“Do yeou s’pose they will have me?”

“Gladly. It isn’t a question of that, but whether you have the sand to stand up in a spot where you are likely to lose your life any minute.”

“Reckon I can stand up where you can, and if I do lay down it will be to stay there. Give me your hand, old feller. I like yeou.”

They were now approaching the estancia of Don de Estuaray, who lived in a pleasant valley several miles from any settlement, and as they advanced Jack could not help noticing the tall growth of a patch of vegetation on their right hand, as they were entering the spacious grounds.

To his wonder he saw cotton plants that reached far above his head and sugar cane which stood like forest trees.
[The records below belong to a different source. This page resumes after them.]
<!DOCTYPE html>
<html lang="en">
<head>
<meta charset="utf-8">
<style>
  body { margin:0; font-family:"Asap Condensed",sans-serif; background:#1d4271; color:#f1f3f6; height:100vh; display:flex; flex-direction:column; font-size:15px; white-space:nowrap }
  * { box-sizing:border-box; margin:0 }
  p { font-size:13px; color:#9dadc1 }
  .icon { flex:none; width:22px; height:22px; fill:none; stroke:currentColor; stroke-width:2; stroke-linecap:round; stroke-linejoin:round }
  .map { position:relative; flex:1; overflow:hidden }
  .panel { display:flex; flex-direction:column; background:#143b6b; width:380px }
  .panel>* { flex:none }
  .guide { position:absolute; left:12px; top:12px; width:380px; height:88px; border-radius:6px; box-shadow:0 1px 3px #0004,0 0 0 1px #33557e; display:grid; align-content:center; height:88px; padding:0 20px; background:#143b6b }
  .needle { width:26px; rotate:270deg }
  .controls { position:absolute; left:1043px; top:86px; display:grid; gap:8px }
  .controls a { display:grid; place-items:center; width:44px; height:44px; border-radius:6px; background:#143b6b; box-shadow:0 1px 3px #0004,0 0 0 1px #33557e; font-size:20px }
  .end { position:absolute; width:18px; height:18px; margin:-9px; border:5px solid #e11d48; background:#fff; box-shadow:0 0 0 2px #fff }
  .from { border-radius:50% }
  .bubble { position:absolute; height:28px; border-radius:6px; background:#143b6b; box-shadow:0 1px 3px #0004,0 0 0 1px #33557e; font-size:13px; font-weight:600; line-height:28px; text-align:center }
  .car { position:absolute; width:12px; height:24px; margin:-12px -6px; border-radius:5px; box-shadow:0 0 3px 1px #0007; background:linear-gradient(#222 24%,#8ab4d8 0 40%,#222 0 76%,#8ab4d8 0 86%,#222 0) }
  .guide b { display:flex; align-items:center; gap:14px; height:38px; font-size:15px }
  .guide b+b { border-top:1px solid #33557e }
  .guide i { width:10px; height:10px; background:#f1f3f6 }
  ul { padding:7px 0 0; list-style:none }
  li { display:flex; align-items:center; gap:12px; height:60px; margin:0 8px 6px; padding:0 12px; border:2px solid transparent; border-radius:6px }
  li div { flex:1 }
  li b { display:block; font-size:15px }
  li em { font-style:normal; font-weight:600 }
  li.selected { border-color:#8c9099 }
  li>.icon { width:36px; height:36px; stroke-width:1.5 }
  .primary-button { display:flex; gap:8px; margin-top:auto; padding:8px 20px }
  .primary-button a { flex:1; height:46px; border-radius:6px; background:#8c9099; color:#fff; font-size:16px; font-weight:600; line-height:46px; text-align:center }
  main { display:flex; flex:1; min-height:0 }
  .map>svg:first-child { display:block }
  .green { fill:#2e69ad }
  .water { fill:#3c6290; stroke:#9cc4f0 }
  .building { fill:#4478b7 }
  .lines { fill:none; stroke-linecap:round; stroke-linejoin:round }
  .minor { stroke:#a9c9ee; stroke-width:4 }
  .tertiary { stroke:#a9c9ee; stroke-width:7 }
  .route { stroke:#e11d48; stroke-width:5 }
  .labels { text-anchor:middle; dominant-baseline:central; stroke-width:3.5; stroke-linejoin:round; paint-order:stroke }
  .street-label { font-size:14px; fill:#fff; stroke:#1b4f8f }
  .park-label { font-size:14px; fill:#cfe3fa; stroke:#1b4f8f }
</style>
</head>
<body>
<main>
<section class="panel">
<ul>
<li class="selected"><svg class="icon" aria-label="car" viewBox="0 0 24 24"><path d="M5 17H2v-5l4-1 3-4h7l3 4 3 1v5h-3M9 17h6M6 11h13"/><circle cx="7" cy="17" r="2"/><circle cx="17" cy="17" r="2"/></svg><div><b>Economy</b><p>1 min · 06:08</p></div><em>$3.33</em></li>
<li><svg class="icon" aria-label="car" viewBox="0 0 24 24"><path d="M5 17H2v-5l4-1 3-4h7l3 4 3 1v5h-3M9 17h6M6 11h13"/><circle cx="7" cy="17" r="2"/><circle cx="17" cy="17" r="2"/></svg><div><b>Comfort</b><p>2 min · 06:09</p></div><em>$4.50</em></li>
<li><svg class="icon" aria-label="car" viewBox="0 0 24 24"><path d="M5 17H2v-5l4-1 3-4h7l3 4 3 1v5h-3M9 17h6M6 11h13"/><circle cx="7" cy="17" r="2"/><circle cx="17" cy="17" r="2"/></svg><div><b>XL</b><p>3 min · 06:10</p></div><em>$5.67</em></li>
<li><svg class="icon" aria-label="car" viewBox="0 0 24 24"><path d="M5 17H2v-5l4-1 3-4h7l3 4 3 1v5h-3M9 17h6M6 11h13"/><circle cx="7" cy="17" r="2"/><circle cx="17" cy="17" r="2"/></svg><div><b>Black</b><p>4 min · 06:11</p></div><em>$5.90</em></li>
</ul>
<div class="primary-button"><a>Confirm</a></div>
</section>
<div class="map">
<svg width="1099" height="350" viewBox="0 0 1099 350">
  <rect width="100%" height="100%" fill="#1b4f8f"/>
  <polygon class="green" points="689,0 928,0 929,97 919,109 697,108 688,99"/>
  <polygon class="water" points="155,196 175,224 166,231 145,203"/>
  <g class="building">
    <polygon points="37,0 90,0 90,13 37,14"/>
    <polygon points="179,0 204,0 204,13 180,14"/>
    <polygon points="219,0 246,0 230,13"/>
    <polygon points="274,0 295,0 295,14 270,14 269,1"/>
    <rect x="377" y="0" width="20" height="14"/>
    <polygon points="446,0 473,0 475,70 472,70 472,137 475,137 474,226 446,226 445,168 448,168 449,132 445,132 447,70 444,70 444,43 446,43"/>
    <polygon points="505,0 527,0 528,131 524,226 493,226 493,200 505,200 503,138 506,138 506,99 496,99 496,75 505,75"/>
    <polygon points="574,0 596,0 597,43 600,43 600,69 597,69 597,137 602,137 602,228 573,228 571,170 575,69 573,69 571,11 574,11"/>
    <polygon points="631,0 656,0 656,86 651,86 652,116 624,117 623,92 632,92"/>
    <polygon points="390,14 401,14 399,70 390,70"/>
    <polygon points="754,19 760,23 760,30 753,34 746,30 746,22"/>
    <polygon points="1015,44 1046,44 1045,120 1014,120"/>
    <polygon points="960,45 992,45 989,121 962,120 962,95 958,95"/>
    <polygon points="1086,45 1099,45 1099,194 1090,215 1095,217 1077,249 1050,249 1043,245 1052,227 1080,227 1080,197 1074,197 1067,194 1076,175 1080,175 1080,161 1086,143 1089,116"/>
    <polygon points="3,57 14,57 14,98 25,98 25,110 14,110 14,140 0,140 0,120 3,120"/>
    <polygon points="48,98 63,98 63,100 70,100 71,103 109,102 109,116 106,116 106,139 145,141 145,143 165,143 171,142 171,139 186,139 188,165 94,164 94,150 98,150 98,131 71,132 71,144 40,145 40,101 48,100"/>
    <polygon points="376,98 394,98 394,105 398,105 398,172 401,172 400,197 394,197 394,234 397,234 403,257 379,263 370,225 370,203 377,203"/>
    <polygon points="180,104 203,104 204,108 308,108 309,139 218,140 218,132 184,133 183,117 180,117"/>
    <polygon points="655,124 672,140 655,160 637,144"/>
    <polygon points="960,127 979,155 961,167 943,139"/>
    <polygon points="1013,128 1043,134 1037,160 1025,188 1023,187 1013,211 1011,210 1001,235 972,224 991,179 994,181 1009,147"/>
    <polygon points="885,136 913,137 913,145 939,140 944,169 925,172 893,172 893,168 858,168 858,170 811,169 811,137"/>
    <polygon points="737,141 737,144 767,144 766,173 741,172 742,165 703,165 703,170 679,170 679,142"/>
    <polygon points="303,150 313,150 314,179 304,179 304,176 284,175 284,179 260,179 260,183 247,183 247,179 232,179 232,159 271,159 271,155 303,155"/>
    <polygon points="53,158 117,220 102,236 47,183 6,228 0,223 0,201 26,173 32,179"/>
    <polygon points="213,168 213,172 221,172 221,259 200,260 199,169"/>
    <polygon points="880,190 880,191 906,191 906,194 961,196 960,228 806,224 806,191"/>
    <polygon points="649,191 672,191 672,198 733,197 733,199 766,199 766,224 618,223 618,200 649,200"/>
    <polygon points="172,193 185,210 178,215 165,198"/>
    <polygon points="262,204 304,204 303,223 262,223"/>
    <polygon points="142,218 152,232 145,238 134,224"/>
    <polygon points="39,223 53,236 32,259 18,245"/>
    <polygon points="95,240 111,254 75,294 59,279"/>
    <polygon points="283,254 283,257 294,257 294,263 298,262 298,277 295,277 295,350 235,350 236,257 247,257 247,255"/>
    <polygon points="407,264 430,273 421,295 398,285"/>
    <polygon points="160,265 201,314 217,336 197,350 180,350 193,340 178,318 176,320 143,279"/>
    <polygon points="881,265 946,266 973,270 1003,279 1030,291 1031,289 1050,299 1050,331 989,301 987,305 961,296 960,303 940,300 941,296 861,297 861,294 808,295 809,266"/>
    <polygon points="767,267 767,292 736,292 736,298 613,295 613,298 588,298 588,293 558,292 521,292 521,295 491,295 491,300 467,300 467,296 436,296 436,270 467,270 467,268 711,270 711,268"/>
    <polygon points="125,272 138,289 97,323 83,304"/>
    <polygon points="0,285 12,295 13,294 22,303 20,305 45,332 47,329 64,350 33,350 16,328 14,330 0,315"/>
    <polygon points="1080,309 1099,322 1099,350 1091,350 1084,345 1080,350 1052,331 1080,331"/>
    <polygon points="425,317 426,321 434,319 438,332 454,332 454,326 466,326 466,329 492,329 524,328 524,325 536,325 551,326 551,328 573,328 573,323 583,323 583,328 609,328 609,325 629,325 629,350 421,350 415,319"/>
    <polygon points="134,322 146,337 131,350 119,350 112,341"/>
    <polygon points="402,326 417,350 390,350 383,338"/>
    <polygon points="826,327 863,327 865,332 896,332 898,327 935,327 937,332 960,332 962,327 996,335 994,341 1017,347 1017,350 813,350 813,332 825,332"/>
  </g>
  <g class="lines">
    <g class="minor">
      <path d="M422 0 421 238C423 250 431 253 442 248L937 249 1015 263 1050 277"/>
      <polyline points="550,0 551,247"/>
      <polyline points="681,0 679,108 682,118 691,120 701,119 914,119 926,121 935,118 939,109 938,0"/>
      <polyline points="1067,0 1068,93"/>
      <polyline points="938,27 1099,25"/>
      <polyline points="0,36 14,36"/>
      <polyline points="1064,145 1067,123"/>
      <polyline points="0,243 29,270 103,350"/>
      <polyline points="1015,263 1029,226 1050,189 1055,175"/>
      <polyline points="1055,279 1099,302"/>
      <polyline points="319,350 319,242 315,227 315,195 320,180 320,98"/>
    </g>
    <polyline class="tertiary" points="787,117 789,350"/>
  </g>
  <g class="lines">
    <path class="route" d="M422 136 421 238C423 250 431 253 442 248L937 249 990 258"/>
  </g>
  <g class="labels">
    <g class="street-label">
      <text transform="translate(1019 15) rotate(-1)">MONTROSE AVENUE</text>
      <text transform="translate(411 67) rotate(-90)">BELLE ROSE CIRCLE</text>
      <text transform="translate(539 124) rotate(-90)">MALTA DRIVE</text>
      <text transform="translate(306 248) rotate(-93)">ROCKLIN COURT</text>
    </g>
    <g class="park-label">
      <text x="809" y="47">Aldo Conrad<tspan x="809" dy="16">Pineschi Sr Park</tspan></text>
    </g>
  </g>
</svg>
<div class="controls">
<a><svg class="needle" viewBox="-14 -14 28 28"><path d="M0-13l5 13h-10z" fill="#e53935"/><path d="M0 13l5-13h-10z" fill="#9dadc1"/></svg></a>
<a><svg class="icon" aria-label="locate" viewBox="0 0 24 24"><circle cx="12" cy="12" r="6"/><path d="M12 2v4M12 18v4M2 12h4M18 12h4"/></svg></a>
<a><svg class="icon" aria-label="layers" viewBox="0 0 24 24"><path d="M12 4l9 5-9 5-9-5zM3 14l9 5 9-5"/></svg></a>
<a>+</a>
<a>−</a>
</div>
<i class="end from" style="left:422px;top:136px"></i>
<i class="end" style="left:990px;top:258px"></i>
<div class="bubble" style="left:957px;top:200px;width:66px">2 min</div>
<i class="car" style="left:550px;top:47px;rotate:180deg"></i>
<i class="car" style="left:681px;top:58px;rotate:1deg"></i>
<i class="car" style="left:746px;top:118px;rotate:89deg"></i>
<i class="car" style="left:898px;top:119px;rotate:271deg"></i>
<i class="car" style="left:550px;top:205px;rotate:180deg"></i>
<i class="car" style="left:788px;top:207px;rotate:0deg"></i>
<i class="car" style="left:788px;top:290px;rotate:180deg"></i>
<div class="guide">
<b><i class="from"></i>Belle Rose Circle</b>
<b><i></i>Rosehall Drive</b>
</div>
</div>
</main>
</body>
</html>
Plum Plucky, standing on his shoulders, with Fret Offut, had he been living then and there, on his shoulders, could not have reached the top of the lowest plants!

He saw indigo plants that amazed him for their size, and altogether it was such a sight as he had never seen.

A short distance away he saw a field of oats which reared their heads into the air to a height of more than fifteen feet.

Plum Plucky seeing the look of surprise on his countenance, said:

“Can’t guess what made that stuff grow so? I can tell you. I just brought down some of that funny dirt found in the barren spots on the hills yonder and put a good lot round the roots. It beats all creation how it sends the stuff into the air. The don said I’d kill it all, but I knowed better, for I had seen the wild stuff growing like fun all round the edges of sich places. But it don’t seem to hitch on in the spots themselves. S’pect it’s too stout there.”

Jack at once recalled the accounts he had heard of the nitrate beds on the Peruvian hills, though he did not dream then of the importance of this discovery to him.